Après l’intense bras de fer entre l’exécutif et les syndicats, la contestée réforme des retraites qui relève l’âge légal de départ à 64 ans entre officiellement en vigueur vendredi, sans droit à l’erreur pour les administrations chargées de sa mise en œuvre.
Entre la promulgation de la loi mi-avril et le 1er septembre, administrations et caisses de retraite ont dû mettre les bouchées doubles pour rédiger, intégrer ou transcrire les nouvelles règles du jeu en matière de retraite. Et si l’ouverture des droits à la retraite représente une étape importante dans la vie de chaque travailleur, la mobilisation sociale inédite de l’hiver et du printemps n’autorisera aucun couac.
« Nous sommes prêts », a assuré le ministre du Travail Olivier Dussopt. « Nous avons publié l’intégralité des décrets nécessaires », et les quelques textes manquants ne doivent s’appliquer qu’en « 2024, 2025 », a-t-il affirmé.
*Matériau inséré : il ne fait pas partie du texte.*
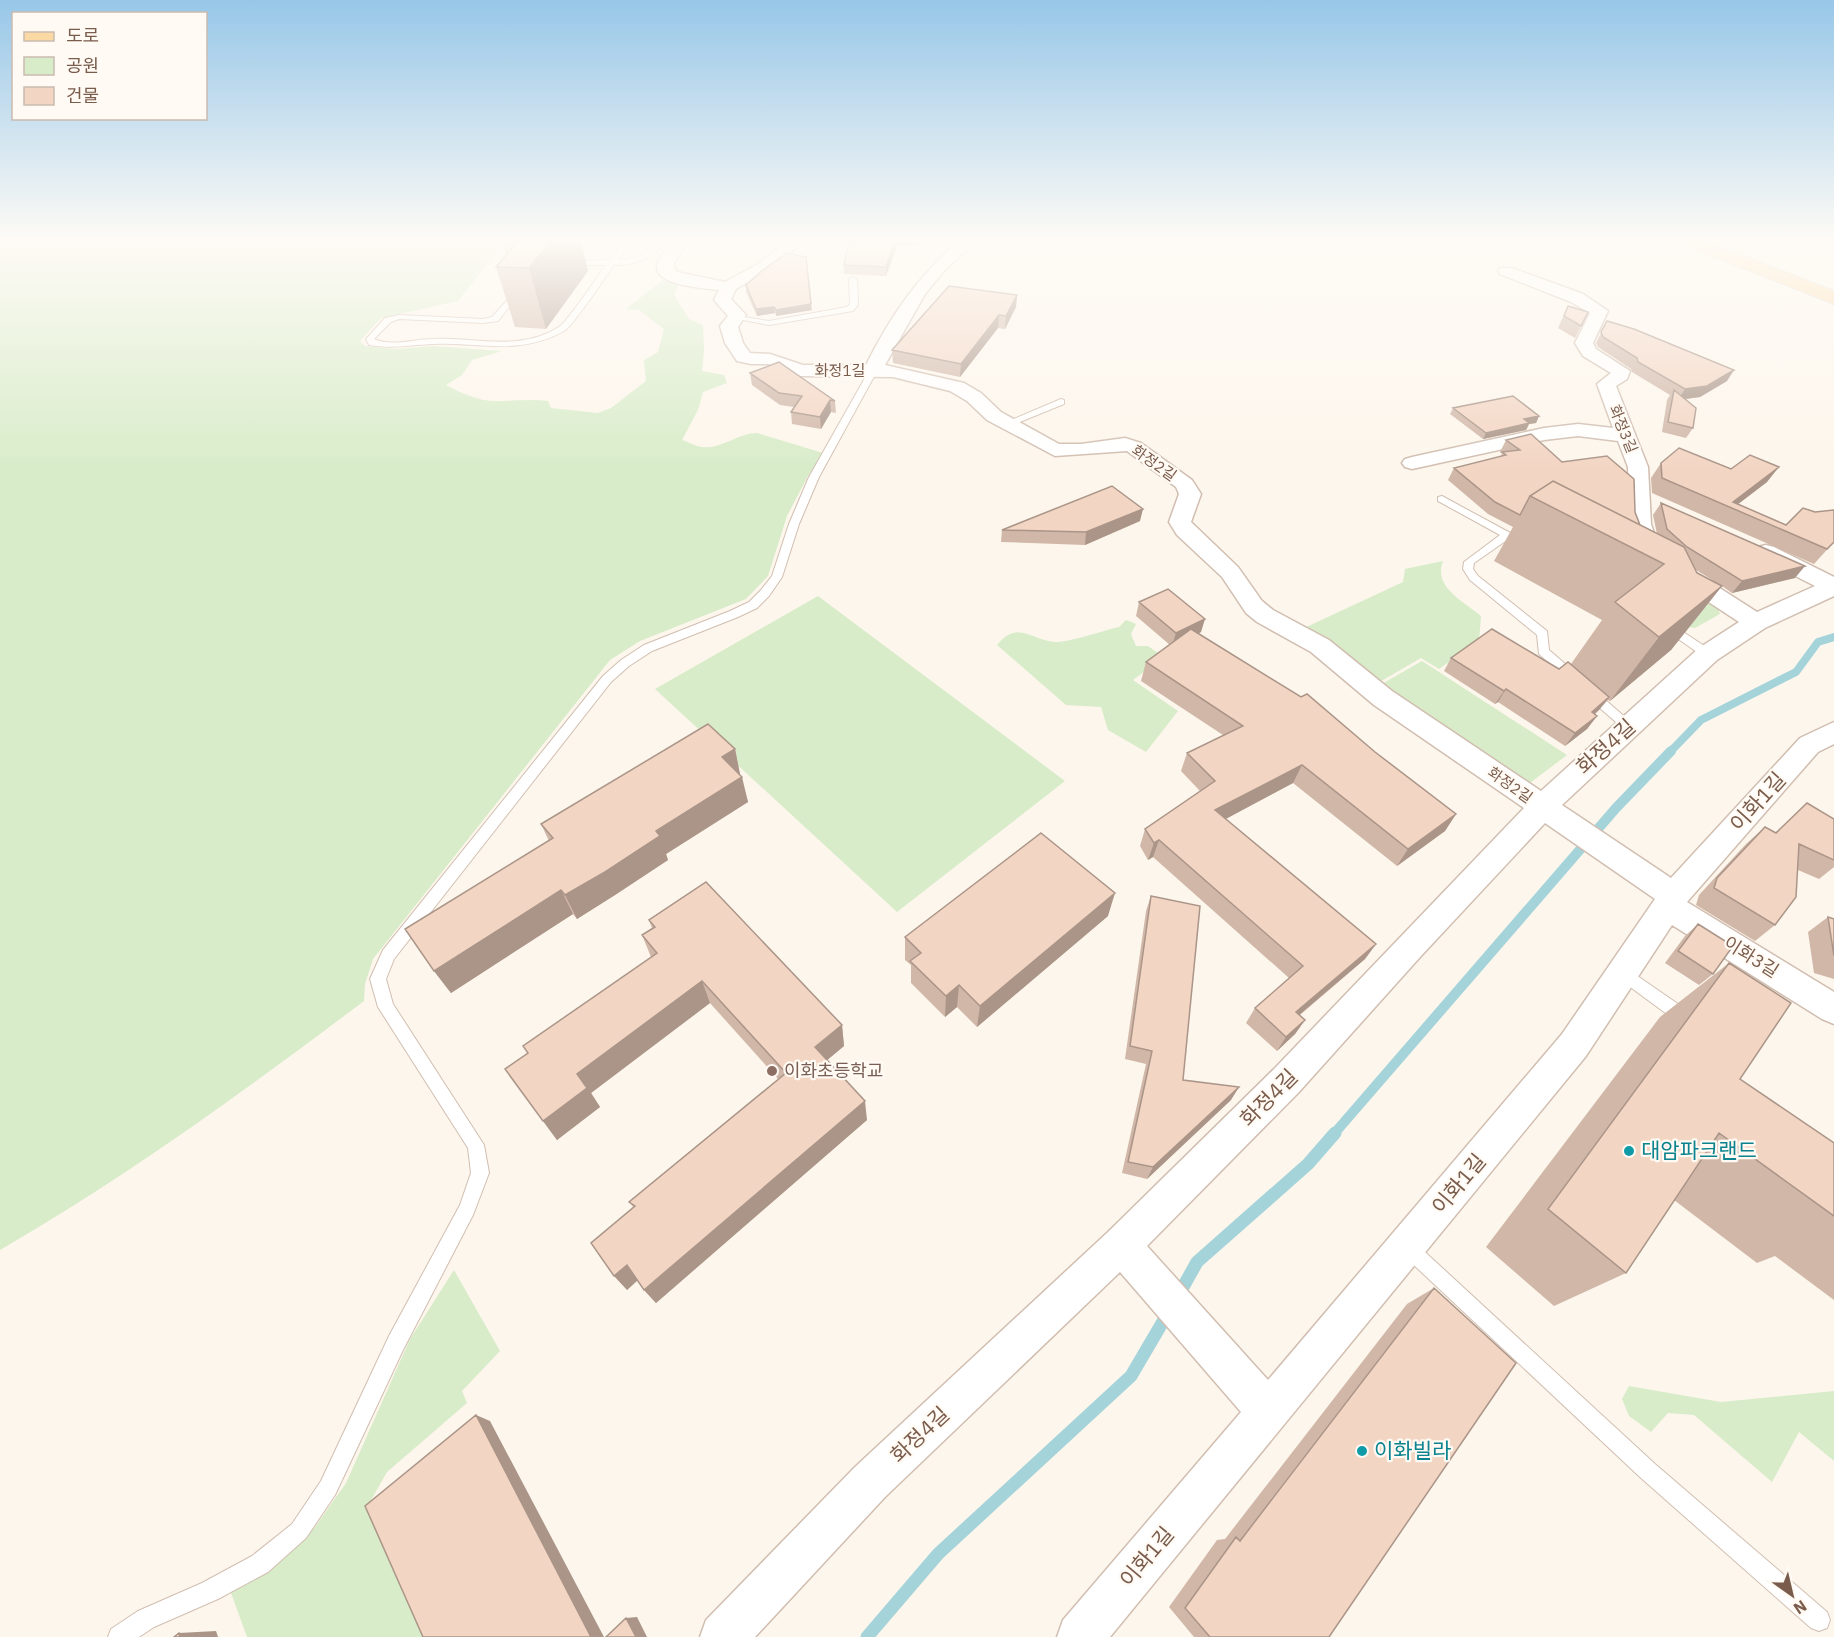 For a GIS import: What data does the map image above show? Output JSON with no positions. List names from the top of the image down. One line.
{"streets":{"street":["화정1길","화정3길","화정2길","화정4길","이화1길","이화3길"]},"crossings":[["화정1길","화정2길"],["화정3길","화정4길"],["화정2길","화정4길"],["화정2길","이화3길"],["화정4길","이화3길"],["이화1길","이화3길"]],"places":["이화초등학교","대암파크랜드","이화빌라"],"legend":["도로","공원","건물"],"north":"bottom right"}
Directeur général de la Caisse nationale d’Assurance vieillesse (Cnav), Renaud Villard se dit aussi « serein ». Si les décrets sont parus au compte-gouttes jusqu’à fin août, « on a eu très tôt le cœur du réacteur », et la grande majorité des dossiers urgents sont « bouclés, notifiés ». « Il n’y a pas de retard à craindre » sur les versements, a-t-il promis.
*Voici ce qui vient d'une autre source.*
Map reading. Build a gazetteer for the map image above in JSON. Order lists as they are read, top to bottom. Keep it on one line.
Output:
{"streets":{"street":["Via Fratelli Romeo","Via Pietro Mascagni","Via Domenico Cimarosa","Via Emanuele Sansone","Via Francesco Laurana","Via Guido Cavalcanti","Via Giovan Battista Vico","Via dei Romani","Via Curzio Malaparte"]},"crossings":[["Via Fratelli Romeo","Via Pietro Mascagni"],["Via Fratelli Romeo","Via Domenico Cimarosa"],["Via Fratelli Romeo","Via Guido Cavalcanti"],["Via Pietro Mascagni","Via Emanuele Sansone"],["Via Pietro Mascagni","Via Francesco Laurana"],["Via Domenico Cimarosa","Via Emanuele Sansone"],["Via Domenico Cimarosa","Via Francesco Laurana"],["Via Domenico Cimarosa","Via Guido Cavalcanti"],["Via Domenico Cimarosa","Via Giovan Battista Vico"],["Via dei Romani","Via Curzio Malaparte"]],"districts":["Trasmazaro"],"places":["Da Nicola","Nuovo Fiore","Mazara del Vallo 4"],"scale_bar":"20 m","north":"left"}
Près de trois mois après la 14ème et ultime journée de mobilisation, en demi-teinte, les syndicats, qui projetaient en juin « d’attaquer » les décrets, semblent avoir renoncé. « Difficile de trouver la faille juridique », glisse un responsable. « Il faut organiser un référendum » car « cette réforme ne passe toujours pas », a plaidé mardi la secrétaire générale de la CGT Sophie Binet sur France Inter. Mais tout en critiquant « l’application à marche forcée » d’une réforme « injuste », l’intersyndicale se tourne désormais vers un autre combat : les salaires.
Les nouvelles dispositions
Dès vendredi, l’âge légal de départ passe donc à 62 ans et trois mois pour les personnes nées à partir du 1er septembre 1961 ; puis sera progressivement décalé de trois mois chaque année, pour atteindre 64 ans en 2030. La réforme comprend aussi l’allongement à 43 ans dès 2027 de la durée de cotisation pour accéder au taux plein, l’extinction de la plupart des régimes spéciaux, et crée de nouveaux droits, concernant notamment le cumul emploi-retraite ou les carrières longues.
Certaines petites pensions sont revalorisées, de 100 euros par mois maximum, pour les nouveaux retraités et 1,7 million de retraités actuels. « Un demi-million », aux carrières linéaires, le verront sur leur pension d’octobre, mais beaucoup d’autres, aux parcours fragmentés, attendront quelques mois voire jusqu’à l’été 2024, avec « effet rétroactif », selon Renaud Villard.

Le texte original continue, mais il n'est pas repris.